-- Task directions --
From the records below, copy each line that has the word "Asentamento" in it.

[Saved entries]
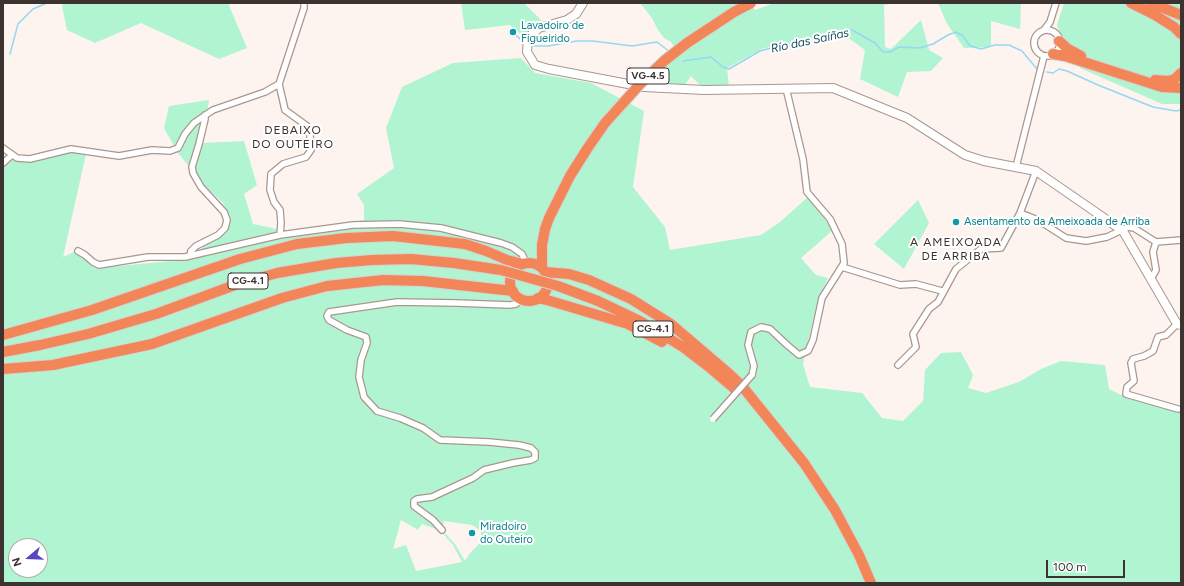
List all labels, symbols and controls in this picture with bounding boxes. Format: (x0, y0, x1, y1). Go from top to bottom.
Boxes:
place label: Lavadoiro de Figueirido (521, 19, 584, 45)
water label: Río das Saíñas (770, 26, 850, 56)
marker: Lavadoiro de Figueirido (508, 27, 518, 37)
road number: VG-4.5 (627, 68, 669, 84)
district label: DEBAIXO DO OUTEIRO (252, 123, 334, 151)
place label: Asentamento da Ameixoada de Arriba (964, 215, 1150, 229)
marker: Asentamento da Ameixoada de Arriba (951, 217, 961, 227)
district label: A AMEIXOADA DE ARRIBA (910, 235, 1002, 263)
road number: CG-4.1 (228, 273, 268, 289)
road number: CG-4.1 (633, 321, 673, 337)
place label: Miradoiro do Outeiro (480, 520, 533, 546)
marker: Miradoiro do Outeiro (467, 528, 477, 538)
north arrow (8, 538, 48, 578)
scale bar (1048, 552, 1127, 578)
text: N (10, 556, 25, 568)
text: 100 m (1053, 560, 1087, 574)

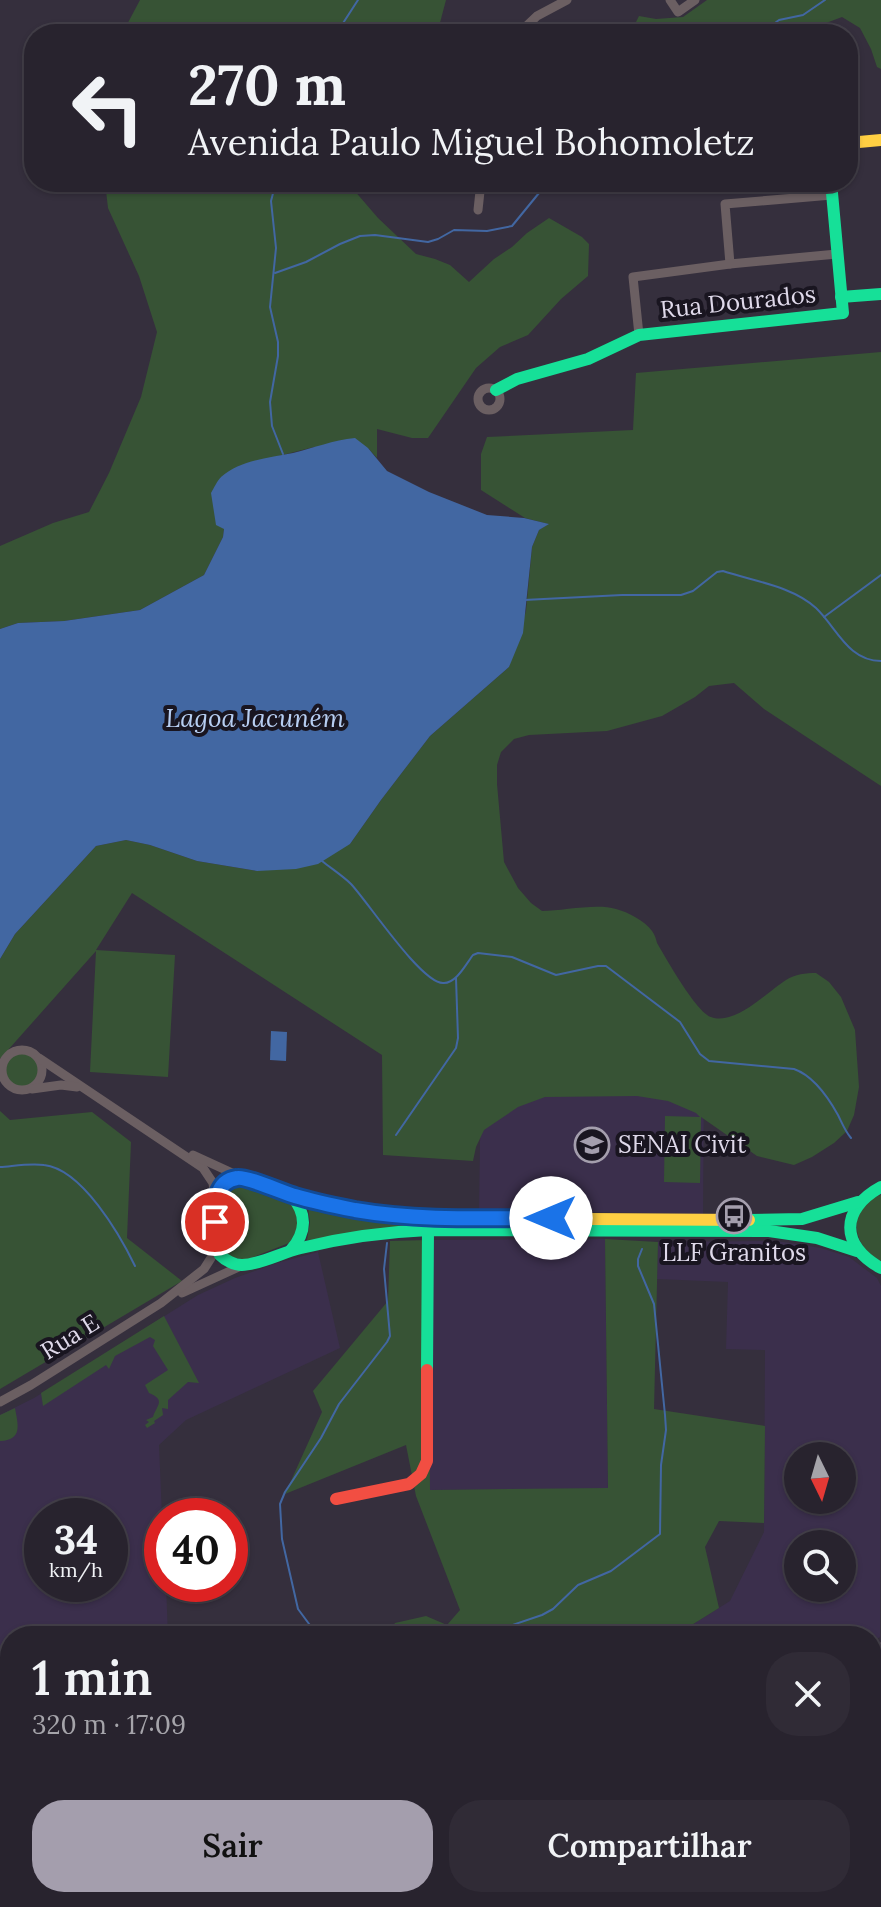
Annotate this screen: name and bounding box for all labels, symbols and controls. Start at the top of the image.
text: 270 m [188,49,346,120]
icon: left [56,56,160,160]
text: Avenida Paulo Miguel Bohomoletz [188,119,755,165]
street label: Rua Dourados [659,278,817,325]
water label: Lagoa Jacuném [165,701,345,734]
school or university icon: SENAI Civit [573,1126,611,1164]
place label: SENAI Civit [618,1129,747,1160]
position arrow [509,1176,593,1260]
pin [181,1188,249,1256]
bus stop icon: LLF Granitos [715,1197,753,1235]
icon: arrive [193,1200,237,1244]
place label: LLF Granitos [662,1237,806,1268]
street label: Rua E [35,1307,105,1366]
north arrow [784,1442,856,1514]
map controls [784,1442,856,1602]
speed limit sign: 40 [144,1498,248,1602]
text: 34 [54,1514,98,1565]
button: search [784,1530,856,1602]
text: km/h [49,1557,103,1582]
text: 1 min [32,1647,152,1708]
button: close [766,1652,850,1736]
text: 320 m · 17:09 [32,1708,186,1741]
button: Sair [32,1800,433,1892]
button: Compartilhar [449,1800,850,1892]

-- Solution for this task --
place label: Asentamento da Ameixoada de Arriba (964, 215, 1150, 229)
marker: Asentamento da Ameixoada de Arriba (951, 217, 961, 227)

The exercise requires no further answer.